*** Data extract ***

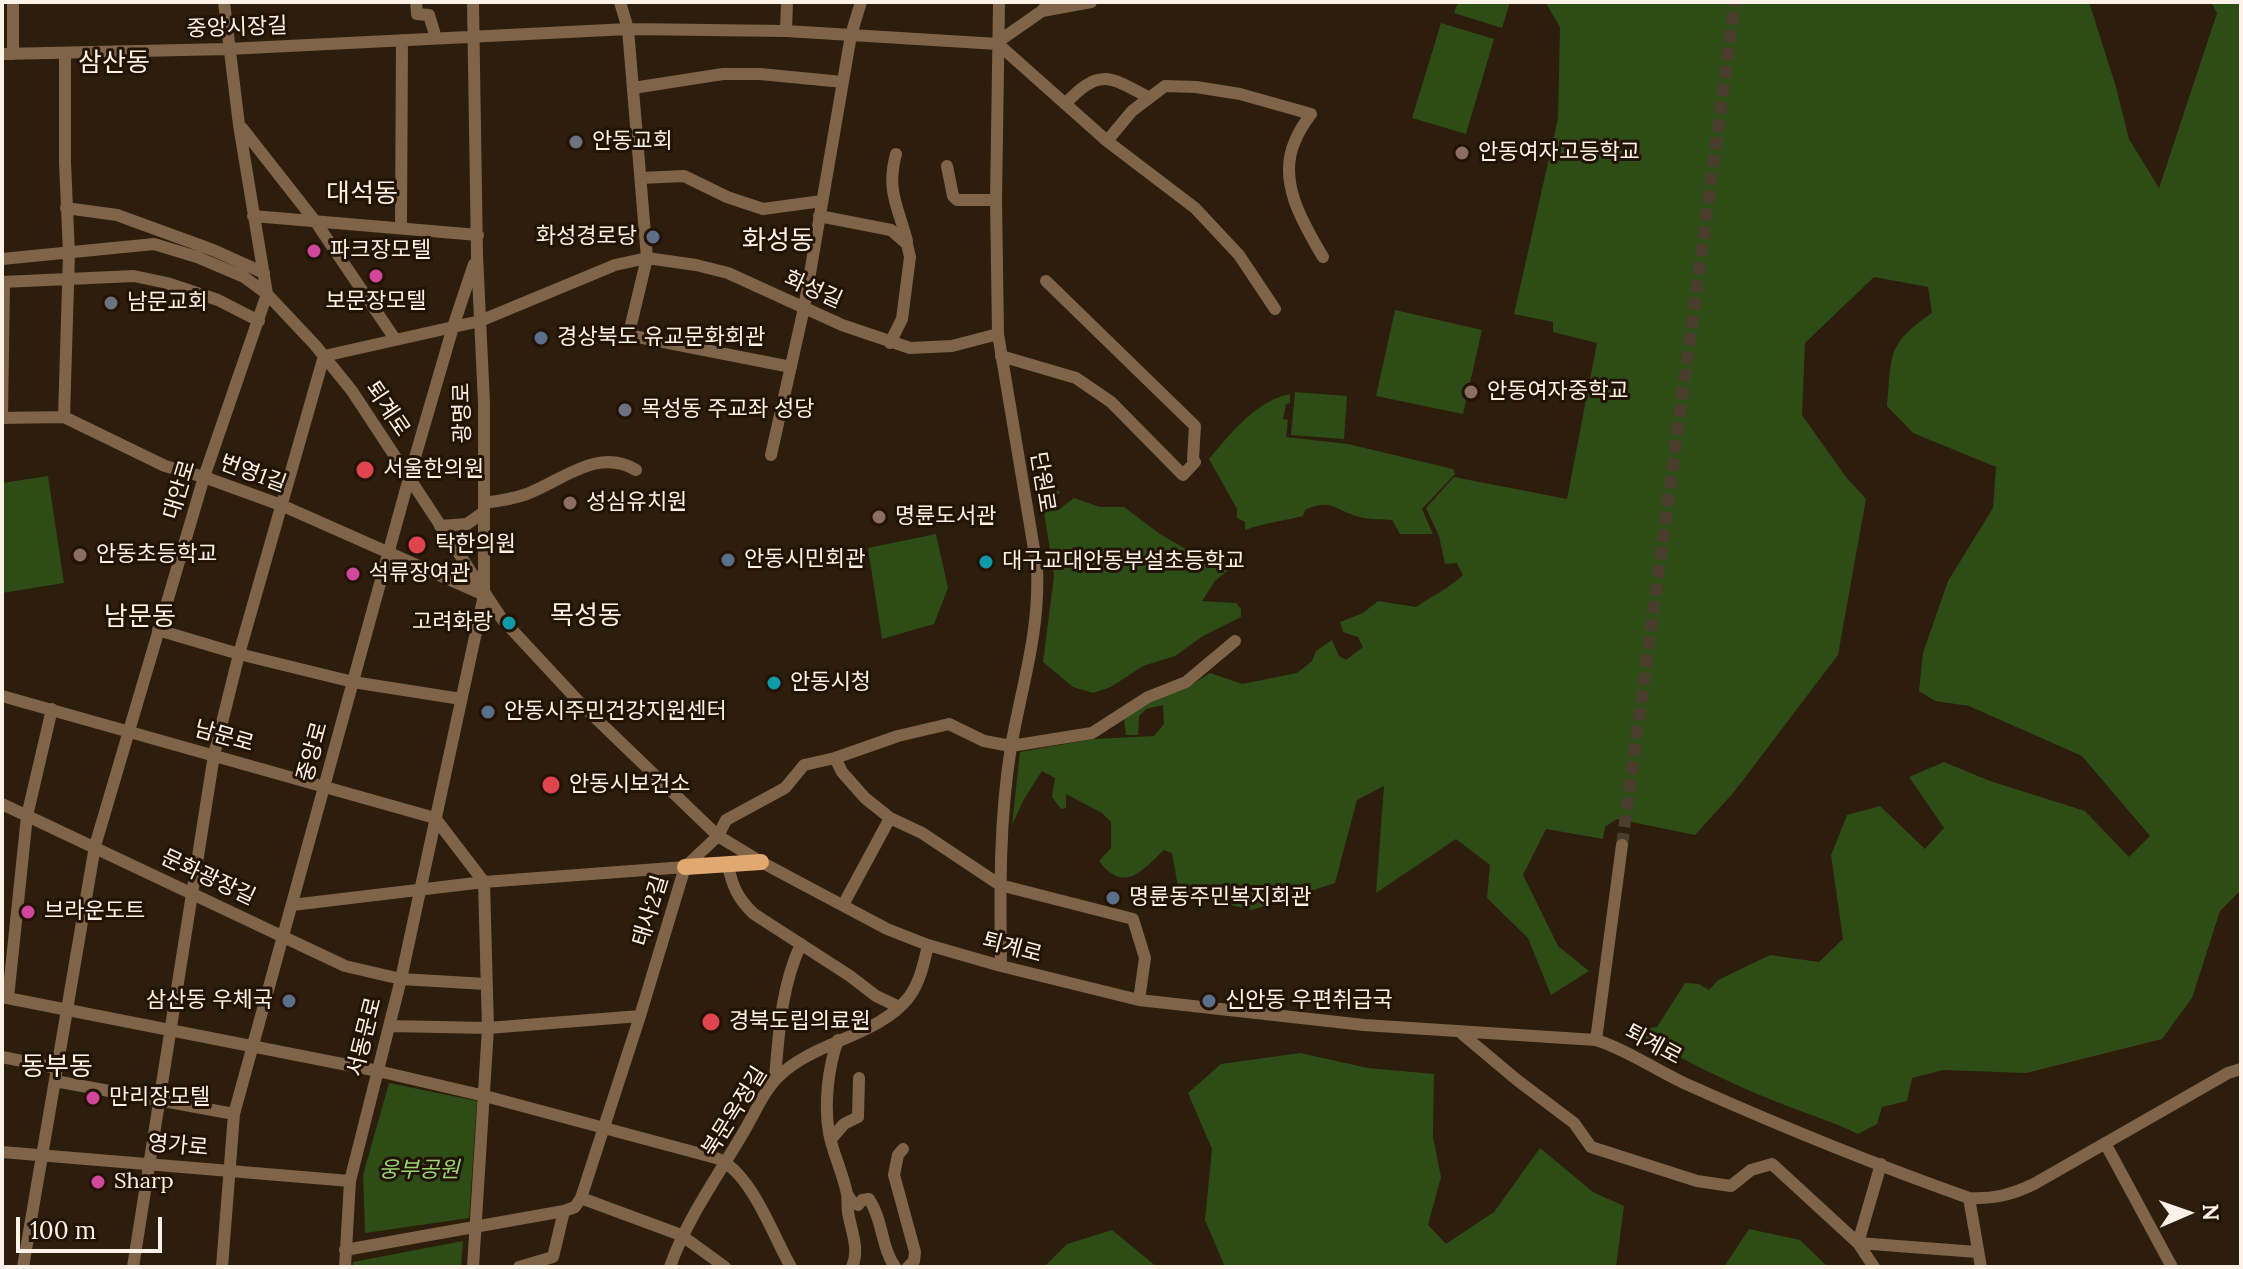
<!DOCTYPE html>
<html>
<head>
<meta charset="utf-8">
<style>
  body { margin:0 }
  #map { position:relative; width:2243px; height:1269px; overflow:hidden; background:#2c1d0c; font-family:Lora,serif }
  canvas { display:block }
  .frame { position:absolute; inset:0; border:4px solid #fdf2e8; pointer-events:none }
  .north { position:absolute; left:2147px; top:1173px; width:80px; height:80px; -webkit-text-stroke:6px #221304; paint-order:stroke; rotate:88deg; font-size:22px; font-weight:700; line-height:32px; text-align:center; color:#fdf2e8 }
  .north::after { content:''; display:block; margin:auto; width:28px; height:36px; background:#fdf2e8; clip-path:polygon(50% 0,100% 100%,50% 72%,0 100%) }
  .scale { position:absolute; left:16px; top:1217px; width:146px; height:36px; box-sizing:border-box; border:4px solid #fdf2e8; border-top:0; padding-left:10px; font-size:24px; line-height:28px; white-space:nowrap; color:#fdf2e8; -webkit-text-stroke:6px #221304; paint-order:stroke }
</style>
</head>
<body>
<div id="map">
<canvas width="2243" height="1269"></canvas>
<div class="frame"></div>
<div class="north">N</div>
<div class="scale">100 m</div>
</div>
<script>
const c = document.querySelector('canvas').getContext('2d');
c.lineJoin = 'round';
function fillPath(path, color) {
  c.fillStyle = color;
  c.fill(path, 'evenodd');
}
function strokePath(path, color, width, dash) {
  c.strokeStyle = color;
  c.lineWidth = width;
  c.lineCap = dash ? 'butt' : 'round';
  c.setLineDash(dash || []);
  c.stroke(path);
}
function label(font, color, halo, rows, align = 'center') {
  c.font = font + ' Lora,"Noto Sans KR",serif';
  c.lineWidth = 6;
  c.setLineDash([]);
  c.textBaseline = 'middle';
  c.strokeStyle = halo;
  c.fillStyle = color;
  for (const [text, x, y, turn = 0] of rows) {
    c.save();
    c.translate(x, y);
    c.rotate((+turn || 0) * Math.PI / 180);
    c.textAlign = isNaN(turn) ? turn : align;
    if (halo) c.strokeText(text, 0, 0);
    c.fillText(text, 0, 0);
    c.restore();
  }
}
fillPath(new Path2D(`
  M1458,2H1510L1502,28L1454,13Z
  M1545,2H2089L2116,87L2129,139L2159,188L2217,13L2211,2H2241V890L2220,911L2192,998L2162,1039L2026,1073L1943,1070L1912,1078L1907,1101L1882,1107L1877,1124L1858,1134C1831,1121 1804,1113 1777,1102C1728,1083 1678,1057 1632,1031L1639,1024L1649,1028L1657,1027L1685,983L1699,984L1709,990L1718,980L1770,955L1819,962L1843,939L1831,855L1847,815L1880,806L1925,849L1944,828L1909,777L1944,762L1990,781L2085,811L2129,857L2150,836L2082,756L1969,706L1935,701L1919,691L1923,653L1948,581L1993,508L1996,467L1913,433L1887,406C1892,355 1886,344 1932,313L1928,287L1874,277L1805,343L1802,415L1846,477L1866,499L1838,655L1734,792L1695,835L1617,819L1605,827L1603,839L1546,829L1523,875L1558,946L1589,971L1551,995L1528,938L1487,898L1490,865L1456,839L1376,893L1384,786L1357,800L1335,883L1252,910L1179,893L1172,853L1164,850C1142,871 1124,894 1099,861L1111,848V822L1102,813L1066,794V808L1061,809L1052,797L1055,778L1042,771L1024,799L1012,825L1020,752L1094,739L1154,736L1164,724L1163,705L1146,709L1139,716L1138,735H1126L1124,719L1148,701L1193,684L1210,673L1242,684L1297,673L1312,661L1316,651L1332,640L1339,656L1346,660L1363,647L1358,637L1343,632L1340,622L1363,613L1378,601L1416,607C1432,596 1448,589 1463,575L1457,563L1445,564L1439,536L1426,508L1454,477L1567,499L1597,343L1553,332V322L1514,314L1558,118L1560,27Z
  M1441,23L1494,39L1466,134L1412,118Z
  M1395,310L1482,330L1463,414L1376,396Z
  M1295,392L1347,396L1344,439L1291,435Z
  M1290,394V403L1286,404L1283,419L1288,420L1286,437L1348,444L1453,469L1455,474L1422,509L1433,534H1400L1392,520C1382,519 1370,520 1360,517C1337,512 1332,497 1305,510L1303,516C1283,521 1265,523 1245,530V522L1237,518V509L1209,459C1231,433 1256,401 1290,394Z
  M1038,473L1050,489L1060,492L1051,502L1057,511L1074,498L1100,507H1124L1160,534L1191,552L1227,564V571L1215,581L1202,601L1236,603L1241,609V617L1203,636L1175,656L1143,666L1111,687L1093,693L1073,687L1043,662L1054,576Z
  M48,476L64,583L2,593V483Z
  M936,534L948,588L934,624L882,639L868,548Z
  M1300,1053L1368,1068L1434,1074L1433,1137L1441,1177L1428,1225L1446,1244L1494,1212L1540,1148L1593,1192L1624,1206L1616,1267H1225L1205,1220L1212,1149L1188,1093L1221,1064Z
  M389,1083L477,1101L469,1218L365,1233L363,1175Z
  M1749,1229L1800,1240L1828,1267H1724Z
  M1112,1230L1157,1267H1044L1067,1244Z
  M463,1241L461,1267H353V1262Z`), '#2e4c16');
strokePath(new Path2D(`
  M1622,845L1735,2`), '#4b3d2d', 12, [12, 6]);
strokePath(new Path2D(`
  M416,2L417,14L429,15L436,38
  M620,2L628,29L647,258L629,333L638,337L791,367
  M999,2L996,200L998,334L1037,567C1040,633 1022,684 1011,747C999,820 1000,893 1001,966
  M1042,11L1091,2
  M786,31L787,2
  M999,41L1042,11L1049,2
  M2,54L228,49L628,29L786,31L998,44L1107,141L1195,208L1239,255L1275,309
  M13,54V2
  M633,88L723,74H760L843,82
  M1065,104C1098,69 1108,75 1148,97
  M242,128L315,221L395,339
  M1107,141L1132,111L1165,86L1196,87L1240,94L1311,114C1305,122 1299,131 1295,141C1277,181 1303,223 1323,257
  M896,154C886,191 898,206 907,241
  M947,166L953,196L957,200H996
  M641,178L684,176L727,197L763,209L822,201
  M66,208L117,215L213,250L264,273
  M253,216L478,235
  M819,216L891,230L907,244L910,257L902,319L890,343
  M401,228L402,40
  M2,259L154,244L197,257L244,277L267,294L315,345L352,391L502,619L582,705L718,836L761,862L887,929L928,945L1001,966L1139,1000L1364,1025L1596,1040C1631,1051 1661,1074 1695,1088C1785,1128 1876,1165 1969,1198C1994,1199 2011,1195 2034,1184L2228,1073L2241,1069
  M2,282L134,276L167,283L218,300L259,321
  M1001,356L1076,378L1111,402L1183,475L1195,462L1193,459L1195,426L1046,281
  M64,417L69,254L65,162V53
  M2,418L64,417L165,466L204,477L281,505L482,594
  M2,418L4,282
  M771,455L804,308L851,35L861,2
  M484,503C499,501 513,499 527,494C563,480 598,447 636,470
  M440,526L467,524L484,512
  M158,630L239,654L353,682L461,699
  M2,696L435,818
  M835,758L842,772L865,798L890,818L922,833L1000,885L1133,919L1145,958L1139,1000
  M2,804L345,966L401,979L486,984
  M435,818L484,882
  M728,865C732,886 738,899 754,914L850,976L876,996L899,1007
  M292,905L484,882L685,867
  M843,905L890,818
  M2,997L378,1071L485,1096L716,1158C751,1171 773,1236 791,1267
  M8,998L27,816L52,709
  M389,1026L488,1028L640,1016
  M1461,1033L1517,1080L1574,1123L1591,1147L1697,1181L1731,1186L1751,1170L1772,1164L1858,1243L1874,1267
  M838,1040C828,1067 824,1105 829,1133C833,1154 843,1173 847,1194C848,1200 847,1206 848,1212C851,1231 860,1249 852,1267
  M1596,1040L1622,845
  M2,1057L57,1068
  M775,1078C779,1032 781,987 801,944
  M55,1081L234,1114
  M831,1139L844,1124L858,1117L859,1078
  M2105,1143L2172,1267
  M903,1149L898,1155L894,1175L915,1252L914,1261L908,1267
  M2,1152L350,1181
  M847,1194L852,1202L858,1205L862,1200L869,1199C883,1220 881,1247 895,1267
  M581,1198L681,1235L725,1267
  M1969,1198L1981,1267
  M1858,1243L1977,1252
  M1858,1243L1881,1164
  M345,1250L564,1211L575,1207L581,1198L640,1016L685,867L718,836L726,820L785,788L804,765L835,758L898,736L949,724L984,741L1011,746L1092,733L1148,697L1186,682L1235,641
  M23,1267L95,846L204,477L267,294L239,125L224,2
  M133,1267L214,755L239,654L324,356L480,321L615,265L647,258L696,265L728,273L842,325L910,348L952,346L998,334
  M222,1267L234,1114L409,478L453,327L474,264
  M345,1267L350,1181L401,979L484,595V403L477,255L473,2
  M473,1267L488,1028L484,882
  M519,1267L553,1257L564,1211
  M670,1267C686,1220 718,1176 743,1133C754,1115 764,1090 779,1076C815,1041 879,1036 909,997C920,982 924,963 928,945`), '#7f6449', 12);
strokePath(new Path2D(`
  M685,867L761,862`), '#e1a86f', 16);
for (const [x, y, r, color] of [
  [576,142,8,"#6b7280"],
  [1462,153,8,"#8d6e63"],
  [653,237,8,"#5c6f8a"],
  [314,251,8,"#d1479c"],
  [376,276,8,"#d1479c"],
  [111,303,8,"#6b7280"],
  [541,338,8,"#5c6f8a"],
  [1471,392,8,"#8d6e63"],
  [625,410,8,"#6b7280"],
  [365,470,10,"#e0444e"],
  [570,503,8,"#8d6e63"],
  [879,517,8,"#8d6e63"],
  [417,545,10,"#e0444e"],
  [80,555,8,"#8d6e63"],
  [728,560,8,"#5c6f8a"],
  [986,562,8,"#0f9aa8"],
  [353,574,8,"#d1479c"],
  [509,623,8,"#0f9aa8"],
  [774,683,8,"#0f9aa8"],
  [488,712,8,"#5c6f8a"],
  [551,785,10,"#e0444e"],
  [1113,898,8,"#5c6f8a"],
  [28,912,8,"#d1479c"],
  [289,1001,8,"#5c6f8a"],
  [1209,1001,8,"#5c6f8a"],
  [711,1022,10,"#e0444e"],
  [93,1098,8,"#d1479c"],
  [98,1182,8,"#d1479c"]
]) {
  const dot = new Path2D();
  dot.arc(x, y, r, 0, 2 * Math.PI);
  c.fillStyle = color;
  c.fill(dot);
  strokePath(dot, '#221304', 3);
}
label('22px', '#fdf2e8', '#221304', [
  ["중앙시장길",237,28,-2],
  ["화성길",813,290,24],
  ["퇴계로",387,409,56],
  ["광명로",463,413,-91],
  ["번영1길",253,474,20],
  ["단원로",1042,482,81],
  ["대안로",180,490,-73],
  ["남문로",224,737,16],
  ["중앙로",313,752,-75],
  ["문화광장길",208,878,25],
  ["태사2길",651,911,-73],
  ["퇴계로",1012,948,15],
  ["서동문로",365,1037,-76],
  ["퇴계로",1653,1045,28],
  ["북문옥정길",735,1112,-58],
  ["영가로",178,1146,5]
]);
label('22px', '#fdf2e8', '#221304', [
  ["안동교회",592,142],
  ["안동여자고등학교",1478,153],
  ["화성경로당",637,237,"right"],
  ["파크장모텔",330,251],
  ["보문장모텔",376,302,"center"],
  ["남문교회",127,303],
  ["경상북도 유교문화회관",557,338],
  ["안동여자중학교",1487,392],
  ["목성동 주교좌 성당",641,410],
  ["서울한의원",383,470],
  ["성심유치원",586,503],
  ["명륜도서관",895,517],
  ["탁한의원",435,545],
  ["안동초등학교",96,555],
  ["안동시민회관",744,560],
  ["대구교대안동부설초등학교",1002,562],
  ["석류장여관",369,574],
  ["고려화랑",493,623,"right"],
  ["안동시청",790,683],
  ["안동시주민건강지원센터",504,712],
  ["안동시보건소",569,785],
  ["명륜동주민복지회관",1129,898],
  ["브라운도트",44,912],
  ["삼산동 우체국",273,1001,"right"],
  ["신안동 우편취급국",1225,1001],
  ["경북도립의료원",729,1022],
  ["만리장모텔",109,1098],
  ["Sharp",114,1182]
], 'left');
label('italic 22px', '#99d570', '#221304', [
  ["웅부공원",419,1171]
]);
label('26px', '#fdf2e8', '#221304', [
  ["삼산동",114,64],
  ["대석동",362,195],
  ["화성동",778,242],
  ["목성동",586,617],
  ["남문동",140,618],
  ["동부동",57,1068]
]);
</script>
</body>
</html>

*** End of Data extract ***

◆ Assigned task: What are the lines, exactly as written above, from the line with "c.strokeStyle = halo;" to the line with "if (halo) c.strokeText(text, 0, 0);", both included? Output only those.

◆ Problem solution:
  c.strokeStyle = halo;
  c.fillStyle = color;
  for (const [text, x, y, turn = 0] of rows) {
    c.save();
    c.translate(x, y);
    c.rotate((+turn || 0) * Math.PI / 180);
    c.textAlign = isNaN(turn) ? turn : align;
    if (halo) c.strokeText(text, 0, 0);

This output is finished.